Today, worldwide, various pharmaceuticals containing bromides, fluorine and/or chlorine and ingested bromide from grain products breads, inhibit iodine docking in its receptor. Thus, displacing bromides reduce in availability of iodine in the organs that that actively concentrate iodine including the thyroid, stomach mucosa, mammary glands, salivary glands, thymus, choroid plexus, kidney, joints, arteries, and bones.

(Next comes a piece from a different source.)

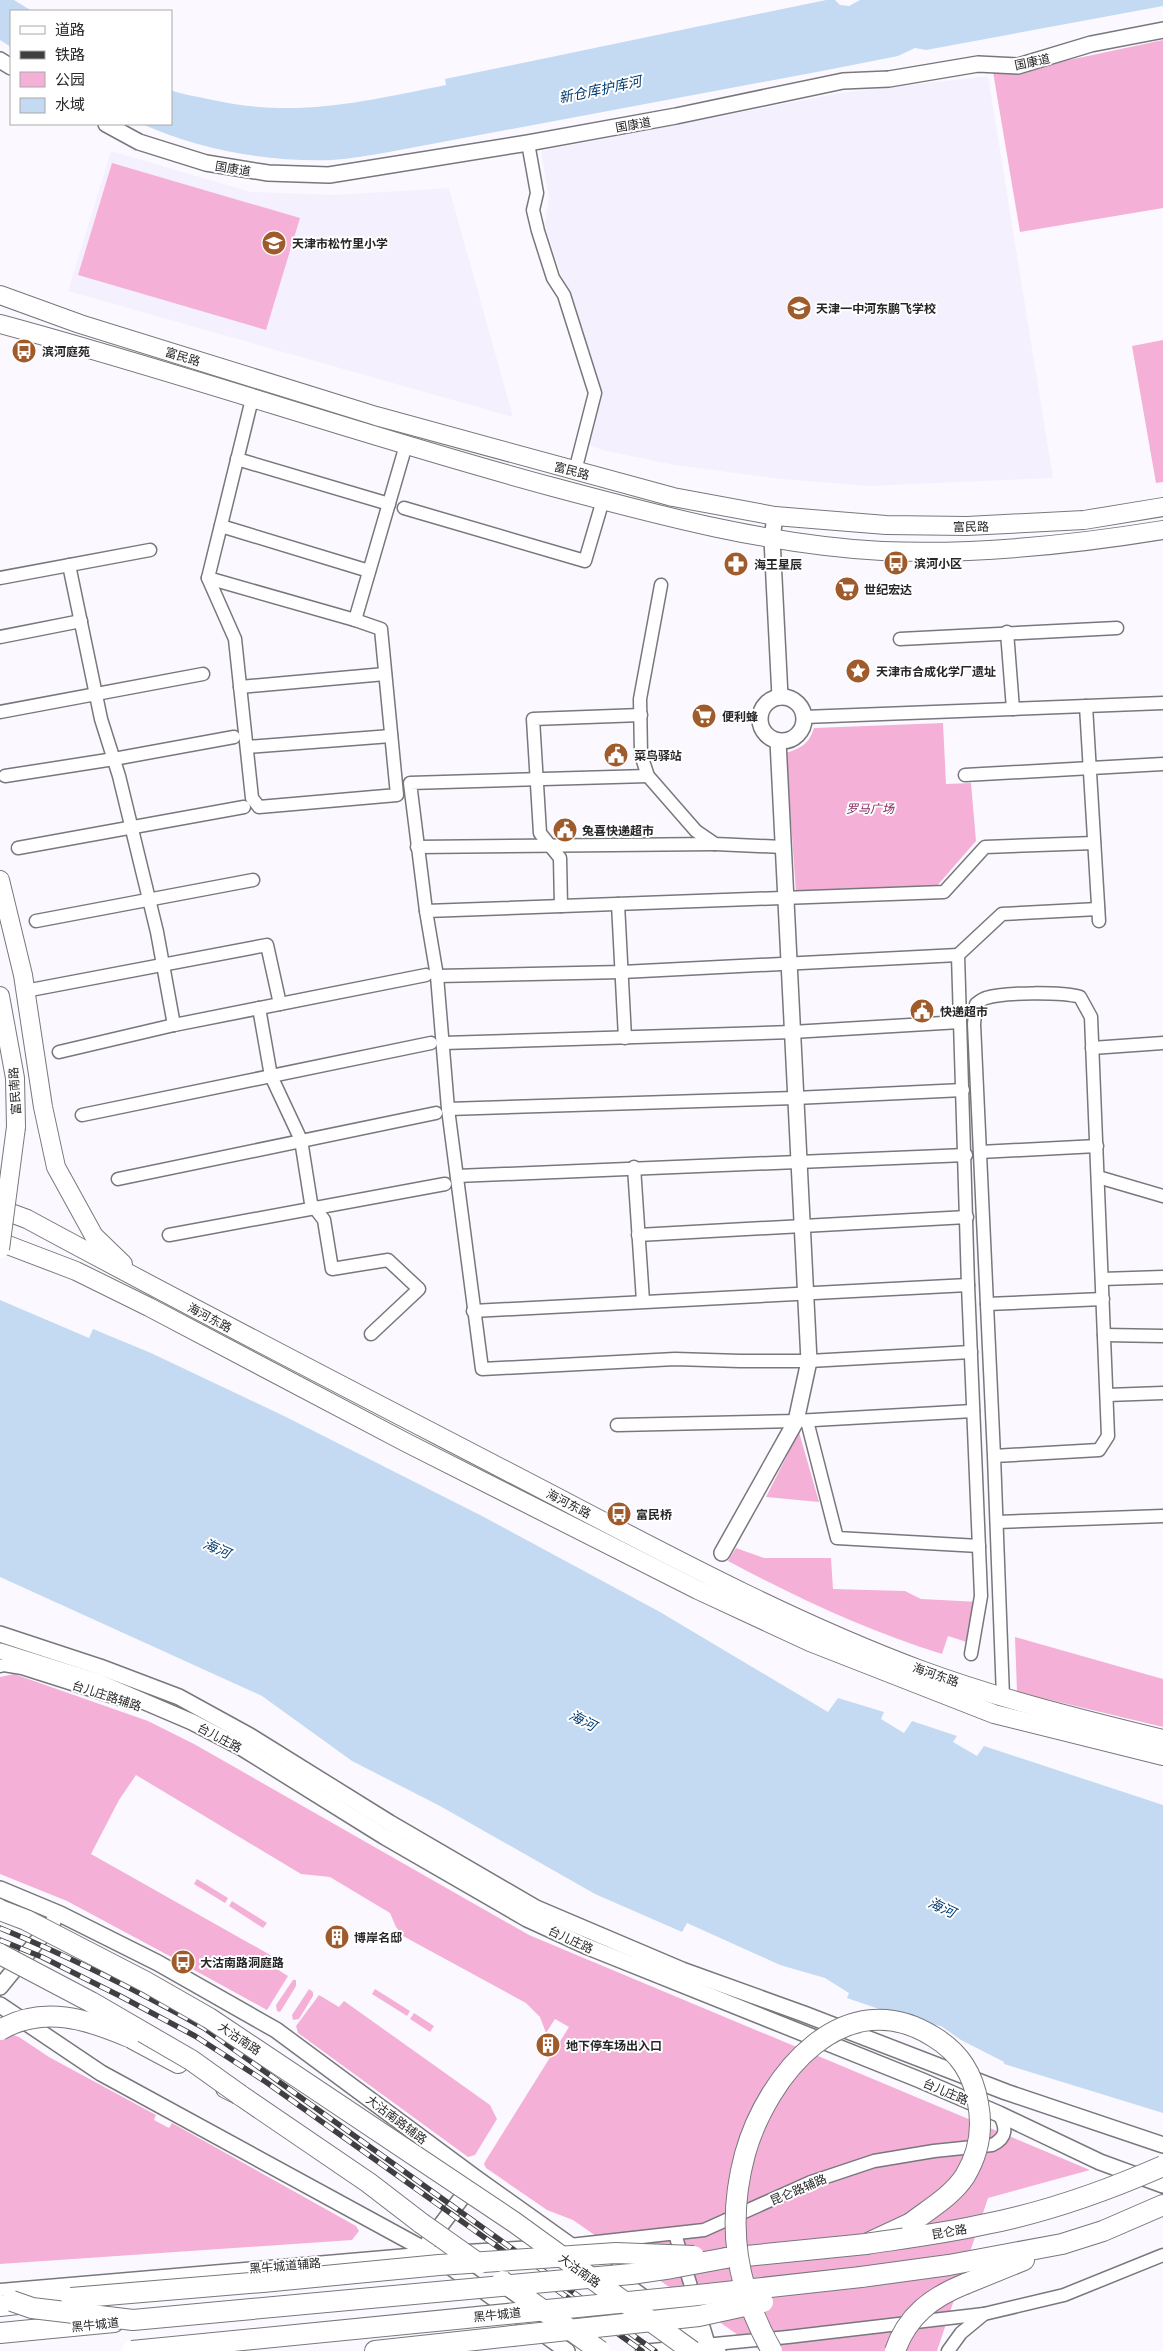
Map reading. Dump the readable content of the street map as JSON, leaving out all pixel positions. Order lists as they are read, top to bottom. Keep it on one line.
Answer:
{"streets":{"highway":["大沽南路","昆仑路","黑牛城道"],"main road":["富民路","富民南路","海河东路"],"street":["国康道","台儿庄路辅路","台儿庄路","大沽南路辅路","昆仑路辅路","黑牛城道辅路"]},"crossings":[["台儿庄路辅路","台儿庄路"],["台儿庄路","昆仑路辅路"],["大沽南路","大沽南路辅路"],["大沽南路辅路","昆仑路辅路"],["大沽南路辅路","黑牛城道辅路"],["昆仑路辅路","黑牛城道辅路"],["昆仑路","黑牛城道"]],"water":["新仓库护库河","海河"],"parks":["罗马广场"],"places":{"school or university":["天津市松竹里小学","天津一中河东鹏飞学校"],"bus stop":["滨河庭苑","滨河小区","富民桥","大沽南路洞庭路"],"pharmacy":["海王星辰"],"supermarket":["世纪宏达","便利蜂"],"place":["天津市合成化学厂遗址"],"public building":["菜鸟驿站","兔喜快递超市","快递超市"],"building":["博岸名邸","地下停车场出入口"]},"legend":["道路","铁路","公园","水域"]}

A purple-black metallic solid in standard condition, iodine is the heaviest and most stable of the halogens. The human body stores around 1,500 mg iodine. A crucial micronutrient and a component of the thyroid hormones, the thyroid stores only 50 mg iodine to convert into thyroxine (T4) and triiodothyronine (T3). Additionally, iodine plays a crucial role in the development of various organs [6-7]. Almost all cells in the human body use iodine that is adsorbed in glandular tissues such as: the salivary glands, breasts, parotids, pancreas, prostate, lachrymal glands and gastric mucosa. In the immunological system, the white blood cells need of iodine to fight against infectious agents.

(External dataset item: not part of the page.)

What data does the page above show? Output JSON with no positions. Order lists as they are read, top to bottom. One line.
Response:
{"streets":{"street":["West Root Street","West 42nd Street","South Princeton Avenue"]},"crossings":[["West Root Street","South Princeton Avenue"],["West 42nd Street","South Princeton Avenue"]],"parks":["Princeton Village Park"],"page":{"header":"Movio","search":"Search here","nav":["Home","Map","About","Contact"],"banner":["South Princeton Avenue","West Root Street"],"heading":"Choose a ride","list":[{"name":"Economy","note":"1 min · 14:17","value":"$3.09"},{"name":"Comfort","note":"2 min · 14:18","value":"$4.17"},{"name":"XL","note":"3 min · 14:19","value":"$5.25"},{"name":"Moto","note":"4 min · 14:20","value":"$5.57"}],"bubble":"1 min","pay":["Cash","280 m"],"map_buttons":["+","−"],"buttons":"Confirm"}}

Worldwide, iodine deficiency affects approximately 95% of the population. An ongoing public health problem, in Brazil, as well as many other countries, exists an iodine deficient population. The National Health and Nutrition Examination Survey (NHANES) disclosed that in the last 30 years, there is a 50%decreased in the iodine ingestion [49]. Iodine consumption levels are higher in The People’s Republic of China and Japan through the consumption of seaweed. Compared with women worldwide Chinese and Japanese women have lower rates of perinatal mortality; attributed to iodine levels in consumed seaweed [50- 51]. A systematic review completed in Brazil showed that only a few studies have been undertaken to establish Iodine Deficiency Disorder (IDD). Prevalence of IDD has only been established in the Southeastern to South Brazilian regions. However, reliability of these studies is being questioned because of the complexity due to individual study bias and the very high heterogeneity [52]. Iodine deficiency results in endemic goiter, endemic mental retardation, increased prenatal death and infant mortality, and decreased fertility [8, 9]. In this baseline, we present the medical iodophobia regarding iodine supplementation, iodine deficiency and a need to change medical standards and procedures regarding iodine are public health system challenges.

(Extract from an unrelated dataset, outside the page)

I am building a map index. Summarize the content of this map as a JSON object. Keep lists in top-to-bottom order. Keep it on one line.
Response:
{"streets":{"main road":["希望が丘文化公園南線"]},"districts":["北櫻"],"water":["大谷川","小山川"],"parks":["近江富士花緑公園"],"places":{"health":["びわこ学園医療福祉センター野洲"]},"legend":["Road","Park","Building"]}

Hypothyroidism is a disease common sometimes undiagnosed in many women whose etiology, among others, is caused by iodine deficiency. Hypothyroid has a major impact on fertility and increases miscarriage risk. Iodine deficiency negatively effects folliculogenesis in the maturation of the ovarian follicle leading to Polycystic Ovary Syndrome (PCOS). When ovarian follicles do not mature, the ovaries cannot release eggs; and concomitant with the hyperproduction of male hormone, testosterone [10]. Although the exact cause of PCOS is yet unidentified some factors are recognized: insulin resistance, obesity, heredity, iodine deficiency, low-grade inflammation and anything that disrupts hormone disruption can influence the onset of PCOS [3, 5- 11]. When the iodine levels are deficient in the thyroid, certainly there must be a deficiency in the ovaries. Thus, sustaining sufficient iodine levels promotes ovarian health through successful folliculogenesis.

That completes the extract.